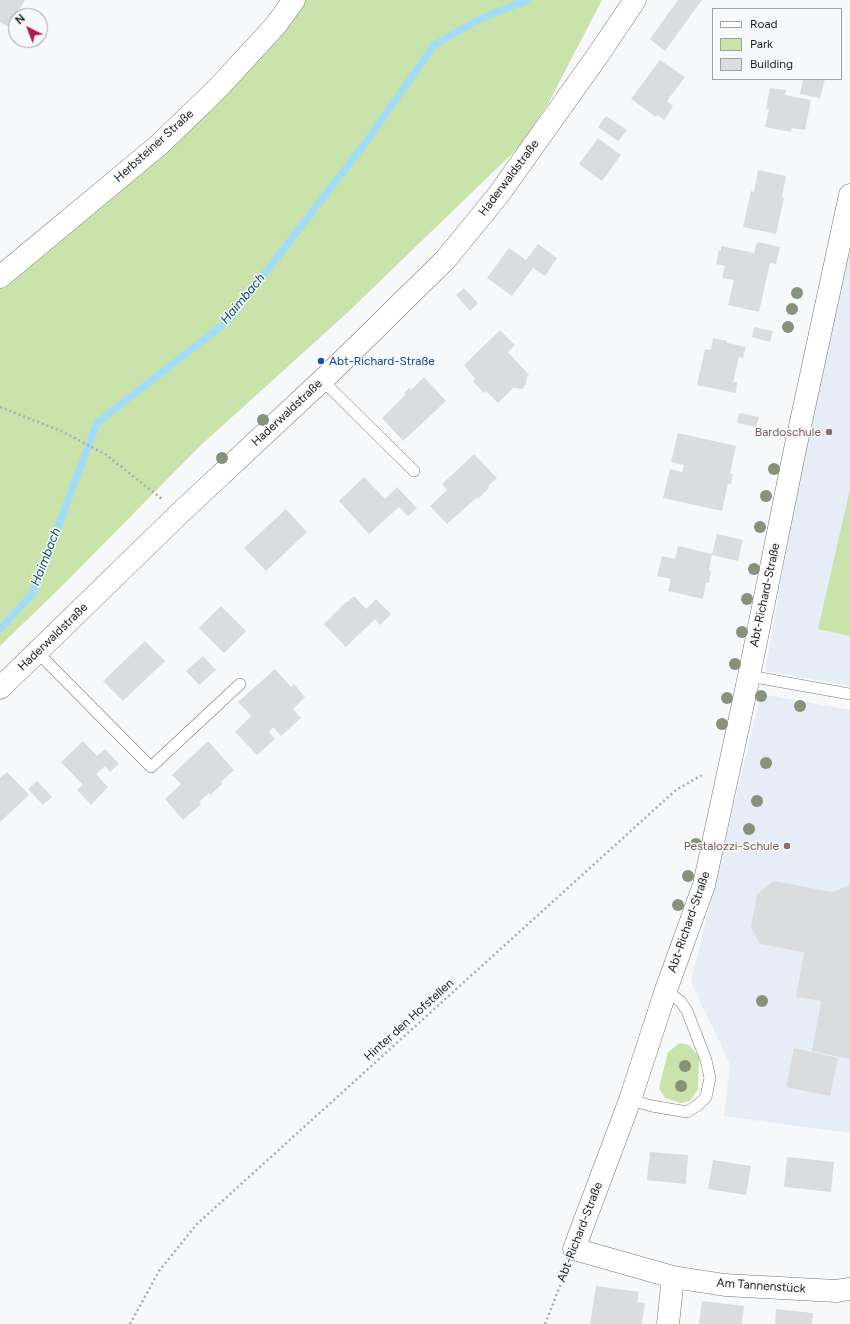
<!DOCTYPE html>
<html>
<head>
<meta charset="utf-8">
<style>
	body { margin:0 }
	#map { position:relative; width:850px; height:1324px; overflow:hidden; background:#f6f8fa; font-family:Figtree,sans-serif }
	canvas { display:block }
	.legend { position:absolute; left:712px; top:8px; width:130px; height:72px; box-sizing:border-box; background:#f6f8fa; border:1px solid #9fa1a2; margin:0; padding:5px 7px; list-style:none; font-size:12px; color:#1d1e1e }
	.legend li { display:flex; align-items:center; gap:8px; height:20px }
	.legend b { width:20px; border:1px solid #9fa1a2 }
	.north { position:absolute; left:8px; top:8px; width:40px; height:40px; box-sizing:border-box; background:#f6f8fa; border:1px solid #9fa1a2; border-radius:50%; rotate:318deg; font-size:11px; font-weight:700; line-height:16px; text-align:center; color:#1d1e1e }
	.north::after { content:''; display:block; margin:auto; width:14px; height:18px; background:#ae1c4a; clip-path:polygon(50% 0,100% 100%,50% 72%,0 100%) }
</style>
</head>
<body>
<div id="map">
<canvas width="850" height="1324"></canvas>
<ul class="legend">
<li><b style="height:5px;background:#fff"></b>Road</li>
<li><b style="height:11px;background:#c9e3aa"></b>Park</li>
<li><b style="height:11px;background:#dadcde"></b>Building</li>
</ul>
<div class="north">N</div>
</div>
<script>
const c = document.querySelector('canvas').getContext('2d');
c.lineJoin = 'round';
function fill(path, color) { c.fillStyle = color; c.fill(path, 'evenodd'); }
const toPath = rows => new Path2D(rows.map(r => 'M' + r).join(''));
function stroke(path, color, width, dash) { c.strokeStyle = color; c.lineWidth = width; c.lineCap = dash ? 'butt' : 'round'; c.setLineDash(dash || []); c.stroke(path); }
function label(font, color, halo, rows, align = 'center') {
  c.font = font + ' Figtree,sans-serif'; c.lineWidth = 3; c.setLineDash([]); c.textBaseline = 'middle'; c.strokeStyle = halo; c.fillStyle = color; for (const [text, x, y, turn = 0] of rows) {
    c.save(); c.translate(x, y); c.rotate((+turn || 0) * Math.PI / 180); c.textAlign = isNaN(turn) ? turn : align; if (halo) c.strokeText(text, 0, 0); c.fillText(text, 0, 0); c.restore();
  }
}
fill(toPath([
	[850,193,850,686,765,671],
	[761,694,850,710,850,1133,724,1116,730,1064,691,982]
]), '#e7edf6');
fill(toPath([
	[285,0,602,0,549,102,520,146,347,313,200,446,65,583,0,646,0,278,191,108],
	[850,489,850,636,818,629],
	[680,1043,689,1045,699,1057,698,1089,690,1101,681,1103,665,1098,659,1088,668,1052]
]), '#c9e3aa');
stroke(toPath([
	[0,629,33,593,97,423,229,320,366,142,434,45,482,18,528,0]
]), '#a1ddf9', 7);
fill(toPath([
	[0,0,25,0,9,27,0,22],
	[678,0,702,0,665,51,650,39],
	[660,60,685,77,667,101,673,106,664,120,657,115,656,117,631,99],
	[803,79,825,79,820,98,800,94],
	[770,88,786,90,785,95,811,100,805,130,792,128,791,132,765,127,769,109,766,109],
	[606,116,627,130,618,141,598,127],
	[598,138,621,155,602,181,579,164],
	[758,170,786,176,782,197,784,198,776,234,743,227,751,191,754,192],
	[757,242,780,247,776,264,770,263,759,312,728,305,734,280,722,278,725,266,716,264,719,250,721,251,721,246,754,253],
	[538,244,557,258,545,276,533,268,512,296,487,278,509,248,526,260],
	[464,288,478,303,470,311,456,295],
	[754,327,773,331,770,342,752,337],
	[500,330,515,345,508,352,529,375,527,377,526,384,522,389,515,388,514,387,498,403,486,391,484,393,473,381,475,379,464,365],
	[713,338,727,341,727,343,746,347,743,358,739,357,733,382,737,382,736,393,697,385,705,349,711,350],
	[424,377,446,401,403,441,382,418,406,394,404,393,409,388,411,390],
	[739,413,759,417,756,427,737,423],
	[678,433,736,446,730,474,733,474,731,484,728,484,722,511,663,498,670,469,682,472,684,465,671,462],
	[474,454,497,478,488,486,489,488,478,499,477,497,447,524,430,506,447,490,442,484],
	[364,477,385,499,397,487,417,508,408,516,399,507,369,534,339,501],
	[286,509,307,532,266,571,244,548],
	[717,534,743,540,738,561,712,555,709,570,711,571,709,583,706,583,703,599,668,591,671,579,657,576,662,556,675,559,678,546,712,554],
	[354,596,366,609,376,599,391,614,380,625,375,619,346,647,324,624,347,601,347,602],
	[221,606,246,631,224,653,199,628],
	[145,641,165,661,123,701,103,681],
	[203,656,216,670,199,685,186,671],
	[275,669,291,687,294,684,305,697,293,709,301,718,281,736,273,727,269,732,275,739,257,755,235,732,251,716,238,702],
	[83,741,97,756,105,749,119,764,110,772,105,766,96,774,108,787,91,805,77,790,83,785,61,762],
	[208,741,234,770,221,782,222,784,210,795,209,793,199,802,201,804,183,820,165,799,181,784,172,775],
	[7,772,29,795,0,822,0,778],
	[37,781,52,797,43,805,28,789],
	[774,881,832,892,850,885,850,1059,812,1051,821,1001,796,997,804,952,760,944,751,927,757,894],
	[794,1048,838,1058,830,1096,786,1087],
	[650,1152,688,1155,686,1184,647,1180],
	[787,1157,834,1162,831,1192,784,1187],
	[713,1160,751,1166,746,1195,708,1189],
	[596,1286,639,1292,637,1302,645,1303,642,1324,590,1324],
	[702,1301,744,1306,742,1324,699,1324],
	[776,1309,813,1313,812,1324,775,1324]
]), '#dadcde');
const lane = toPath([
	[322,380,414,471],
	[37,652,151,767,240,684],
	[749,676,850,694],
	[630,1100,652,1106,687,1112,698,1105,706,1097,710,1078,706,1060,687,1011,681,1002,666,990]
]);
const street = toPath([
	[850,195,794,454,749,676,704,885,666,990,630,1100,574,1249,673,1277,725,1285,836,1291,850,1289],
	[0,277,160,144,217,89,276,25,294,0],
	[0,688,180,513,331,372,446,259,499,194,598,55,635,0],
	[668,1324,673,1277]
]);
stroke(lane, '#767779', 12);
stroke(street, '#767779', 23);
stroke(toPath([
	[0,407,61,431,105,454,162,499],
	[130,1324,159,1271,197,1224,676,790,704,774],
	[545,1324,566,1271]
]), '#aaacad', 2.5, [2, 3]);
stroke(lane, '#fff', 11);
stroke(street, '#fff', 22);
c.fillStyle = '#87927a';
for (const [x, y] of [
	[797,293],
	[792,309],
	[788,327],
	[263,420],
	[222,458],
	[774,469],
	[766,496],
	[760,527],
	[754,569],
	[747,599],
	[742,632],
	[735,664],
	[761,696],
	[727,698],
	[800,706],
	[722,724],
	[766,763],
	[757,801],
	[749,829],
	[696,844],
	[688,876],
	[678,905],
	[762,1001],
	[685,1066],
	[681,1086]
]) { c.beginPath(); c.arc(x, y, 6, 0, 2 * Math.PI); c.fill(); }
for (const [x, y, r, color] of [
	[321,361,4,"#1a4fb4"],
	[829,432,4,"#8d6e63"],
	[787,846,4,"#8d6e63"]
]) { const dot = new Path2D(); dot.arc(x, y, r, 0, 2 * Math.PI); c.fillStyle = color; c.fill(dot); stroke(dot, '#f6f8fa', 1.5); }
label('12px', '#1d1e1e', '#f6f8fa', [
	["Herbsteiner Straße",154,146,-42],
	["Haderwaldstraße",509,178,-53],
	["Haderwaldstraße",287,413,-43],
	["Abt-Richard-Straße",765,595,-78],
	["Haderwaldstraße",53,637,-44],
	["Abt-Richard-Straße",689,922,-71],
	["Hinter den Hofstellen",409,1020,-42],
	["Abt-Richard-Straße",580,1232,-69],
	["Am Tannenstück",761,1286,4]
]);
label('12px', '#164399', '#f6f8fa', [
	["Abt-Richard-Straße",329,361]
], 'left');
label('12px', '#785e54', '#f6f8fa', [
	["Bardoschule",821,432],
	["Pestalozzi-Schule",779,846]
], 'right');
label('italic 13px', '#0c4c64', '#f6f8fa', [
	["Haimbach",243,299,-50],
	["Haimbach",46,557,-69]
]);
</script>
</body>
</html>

※

Look for the word "class" in the data, then return every line that contains it.

TASK RESULT
<ul class="legend">
<div class="north">N</div>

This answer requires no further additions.